▶ **About this task**
Among the lines below, copy each one in which "position" appears.

▶ **Data for review**
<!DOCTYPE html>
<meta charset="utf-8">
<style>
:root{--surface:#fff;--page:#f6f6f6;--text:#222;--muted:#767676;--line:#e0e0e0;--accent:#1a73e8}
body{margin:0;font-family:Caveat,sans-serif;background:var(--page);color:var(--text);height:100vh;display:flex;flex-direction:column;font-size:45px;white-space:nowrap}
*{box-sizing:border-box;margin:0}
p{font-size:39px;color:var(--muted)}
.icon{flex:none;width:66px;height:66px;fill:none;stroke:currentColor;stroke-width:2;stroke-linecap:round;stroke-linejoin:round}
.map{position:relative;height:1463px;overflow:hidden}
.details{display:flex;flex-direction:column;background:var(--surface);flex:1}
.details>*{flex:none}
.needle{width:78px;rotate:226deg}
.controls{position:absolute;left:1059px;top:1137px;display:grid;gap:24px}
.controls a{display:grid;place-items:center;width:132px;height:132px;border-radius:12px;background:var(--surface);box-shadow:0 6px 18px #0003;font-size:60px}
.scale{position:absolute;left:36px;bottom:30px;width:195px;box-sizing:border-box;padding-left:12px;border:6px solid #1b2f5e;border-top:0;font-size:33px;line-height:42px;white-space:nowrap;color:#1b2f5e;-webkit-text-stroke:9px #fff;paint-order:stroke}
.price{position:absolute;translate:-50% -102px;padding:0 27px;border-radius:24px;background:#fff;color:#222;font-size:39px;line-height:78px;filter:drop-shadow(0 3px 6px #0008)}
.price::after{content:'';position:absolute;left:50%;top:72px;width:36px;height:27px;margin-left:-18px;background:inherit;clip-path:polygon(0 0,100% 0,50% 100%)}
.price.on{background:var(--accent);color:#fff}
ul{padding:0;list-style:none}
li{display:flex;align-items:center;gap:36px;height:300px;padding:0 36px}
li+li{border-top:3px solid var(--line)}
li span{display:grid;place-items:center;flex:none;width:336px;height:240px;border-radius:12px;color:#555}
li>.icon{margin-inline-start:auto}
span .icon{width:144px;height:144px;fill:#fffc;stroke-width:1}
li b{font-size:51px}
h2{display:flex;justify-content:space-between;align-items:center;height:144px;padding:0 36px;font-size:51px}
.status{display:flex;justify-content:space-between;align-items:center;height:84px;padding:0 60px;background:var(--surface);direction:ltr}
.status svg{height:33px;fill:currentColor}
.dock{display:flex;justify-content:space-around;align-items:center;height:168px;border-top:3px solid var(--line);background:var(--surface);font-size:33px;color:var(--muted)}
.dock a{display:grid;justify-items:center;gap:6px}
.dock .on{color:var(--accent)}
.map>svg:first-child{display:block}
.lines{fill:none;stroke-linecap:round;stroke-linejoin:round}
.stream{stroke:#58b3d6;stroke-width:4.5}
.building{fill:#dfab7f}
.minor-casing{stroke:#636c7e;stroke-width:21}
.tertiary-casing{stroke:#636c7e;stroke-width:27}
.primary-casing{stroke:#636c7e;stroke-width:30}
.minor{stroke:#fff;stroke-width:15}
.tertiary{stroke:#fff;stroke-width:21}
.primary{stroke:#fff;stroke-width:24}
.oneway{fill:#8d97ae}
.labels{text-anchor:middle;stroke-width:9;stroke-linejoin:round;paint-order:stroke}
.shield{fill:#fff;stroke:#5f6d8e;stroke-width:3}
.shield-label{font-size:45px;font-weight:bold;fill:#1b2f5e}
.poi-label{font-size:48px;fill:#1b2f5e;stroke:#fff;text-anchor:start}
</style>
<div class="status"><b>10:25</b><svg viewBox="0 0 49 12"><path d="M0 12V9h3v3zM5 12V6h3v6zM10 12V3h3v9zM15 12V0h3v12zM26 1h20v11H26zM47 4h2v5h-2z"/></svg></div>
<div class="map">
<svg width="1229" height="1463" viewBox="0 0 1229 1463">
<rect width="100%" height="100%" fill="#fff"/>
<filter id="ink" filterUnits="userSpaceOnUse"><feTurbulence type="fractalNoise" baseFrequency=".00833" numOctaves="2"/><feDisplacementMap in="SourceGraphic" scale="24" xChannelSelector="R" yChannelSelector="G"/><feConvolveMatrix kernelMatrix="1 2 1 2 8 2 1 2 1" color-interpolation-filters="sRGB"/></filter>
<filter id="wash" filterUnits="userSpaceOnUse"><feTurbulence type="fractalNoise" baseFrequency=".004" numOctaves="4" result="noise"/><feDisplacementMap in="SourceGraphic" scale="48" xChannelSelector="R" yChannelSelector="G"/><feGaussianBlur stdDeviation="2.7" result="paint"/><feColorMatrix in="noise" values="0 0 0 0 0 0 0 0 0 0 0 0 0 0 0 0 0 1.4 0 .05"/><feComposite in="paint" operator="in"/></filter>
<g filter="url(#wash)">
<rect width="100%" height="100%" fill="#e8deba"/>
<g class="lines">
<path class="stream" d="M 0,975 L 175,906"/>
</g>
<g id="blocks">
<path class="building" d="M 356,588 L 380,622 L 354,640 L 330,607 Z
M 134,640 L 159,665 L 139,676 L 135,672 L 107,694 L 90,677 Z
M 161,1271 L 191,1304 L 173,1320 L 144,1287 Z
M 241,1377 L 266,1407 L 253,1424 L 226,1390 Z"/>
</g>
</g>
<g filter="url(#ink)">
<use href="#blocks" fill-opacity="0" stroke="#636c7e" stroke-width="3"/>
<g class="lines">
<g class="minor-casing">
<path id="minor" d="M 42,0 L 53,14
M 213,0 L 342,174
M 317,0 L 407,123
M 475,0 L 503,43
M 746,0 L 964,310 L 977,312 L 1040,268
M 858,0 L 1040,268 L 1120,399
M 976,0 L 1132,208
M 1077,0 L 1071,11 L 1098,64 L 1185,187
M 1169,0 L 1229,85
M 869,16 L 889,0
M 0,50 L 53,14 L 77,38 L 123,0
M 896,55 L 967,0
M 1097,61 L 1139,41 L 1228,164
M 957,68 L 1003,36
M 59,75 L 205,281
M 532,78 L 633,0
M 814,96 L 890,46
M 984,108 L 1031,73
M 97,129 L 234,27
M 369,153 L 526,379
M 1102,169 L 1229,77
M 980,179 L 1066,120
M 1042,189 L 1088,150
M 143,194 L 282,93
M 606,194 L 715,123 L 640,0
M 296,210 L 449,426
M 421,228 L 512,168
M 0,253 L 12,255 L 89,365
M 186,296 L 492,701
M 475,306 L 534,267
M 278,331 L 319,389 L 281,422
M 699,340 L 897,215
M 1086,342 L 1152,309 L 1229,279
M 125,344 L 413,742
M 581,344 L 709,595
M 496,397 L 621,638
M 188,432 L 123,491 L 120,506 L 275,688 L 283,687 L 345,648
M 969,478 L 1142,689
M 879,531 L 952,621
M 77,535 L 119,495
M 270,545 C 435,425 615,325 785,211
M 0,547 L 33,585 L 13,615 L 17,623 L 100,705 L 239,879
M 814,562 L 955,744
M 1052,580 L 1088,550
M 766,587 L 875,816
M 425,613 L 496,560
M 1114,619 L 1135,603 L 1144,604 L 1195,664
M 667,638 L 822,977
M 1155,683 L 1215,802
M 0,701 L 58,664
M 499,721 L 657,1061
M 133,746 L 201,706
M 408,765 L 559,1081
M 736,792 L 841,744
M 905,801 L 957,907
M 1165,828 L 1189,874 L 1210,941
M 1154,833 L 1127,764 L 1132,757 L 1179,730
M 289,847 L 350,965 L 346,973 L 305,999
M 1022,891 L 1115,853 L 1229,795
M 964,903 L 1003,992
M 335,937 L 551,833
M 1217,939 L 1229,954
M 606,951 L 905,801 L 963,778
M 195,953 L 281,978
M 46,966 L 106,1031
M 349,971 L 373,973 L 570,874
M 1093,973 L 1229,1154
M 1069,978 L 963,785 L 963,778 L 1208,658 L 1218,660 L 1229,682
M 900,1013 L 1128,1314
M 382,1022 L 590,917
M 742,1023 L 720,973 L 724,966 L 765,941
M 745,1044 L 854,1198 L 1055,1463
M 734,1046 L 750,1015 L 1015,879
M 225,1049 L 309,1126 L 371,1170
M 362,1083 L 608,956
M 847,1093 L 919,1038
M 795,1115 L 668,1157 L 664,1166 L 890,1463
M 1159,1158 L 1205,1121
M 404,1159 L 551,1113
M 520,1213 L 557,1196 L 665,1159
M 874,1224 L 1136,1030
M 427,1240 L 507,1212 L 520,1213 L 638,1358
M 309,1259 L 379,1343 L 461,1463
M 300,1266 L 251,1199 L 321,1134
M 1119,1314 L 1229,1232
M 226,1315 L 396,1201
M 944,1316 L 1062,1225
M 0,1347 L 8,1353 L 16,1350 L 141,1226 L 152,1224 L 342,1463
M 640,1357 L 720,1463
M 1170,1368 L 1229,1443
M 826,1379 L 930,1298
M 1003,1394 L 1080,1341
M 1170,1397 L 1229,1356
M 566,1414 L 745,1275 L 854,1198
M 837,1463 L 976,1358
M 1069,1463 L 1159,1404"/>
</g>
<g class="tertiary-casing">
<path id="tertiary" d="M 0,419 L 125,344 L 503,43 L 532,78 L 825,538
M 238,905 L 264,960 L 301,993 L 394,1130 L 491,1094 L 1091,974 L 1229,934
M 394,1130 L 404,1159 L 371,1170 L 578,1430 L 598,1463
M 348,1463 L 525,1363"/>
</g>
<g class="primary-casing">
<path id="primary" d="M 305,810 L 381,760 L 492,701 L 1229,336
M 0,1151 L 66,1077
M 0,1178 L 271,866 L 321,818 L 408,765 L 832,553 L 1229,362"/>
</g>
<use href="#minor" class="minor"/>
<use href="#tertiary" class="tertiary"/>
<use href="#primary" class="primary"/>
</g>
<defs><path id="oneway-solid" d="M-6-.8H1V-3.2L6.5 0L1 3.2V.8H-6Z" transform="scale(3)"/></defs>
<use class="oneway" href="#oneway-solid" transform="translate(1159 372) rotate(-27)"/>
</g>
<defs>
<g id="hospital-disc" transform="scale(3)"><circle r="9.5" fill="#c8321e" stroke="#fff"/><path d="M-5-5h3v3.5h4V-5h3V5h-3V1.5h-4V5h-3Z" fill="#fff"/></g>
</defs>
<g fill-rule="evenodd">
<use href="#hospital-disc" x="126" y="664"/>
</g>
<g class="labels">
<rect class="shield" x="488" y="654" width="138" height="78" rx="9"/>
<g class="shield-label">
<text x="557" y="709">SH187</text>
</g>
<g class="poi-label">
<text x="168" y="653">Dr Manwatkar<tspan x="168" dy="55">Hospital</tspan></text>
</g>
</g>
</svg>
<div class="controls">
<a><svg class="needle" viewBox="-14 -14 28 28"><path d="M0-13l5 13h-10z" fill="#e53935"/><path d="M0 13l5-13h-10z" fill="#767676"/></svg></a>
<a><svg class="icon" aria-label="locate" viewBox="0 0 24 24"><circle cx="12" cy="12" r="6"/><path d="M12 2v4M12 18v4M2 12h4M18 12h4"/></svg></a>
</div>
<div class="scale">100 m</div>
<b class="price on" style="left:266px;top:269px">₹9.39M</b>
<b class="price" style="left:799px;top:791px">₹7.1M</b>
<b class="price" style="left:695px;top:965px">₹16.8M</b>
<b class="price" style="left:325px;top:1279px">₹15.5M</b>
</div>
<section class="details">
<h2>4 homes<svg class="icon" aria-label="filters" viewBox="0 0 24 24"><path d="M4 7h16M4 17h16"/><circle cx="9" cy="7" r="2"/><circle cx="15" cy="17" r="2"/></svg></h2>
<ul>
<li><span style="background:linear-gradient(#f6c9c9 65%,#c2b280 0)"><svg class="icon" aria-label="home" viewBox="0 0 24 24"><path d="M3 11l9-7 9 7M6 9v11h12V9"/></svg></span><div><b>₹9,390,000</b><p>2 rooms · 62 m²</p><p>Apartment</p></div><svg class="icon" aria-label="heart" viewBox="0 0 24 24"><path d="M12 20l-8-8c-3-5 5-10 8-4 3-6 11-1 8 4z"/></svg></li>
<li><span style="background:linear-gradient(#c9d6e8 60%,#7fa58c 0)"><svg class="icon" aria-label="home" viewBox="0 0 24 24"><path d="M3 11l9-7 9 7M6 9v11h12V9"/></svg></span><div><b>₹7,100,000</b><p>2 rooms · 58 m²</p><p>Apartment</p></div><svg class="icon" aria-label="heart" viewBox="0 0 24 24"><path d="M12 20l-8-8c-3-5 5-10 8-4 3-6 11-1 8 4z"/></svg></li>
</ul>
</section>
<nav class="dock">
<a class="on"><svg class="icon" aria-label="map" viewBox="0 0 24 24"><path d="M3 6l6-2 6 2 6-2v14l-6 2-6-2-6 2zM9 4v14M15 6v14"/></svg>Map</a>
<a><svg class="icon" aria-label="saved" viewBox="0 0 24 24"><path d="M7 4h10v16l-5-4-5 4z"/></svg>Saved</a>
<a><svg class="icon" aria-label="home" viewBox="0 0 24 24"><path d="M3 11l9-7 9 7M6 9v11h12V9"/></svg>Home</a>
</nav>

▶ **Solved problem**
.map{position:relative;height:1463px;overflow:hidden}
.controls{position:absolute;left:1059px;top:1137px;display:grid;gap:24px}
.scale{position:absolute;left:36px;bottom:30px;width:195px;box-sizing:border-box;padding-left:12px;border:6px solid #1b2f5e;border-top:0;font-size:33px;line-height:42px;white-space:nowrap;color:#1b2f5e;-webkit-text-stroke:9px #fff;paint-order:stroke}
.price{position:absolute;translate:-50% -102px;padding:0 27px;border-radius:24px;background:#fff;color:#222;font-size:39px;line-height:78px;filter:drop-shadow(0 3px 6px #0008)}
.price::after{content:'';position:absolute;left:50%;top:72px;width:36px;height:27px;margin-left:-18px;background:inherit;clip-path:polygon(0 0,100% 0,50% 100%)}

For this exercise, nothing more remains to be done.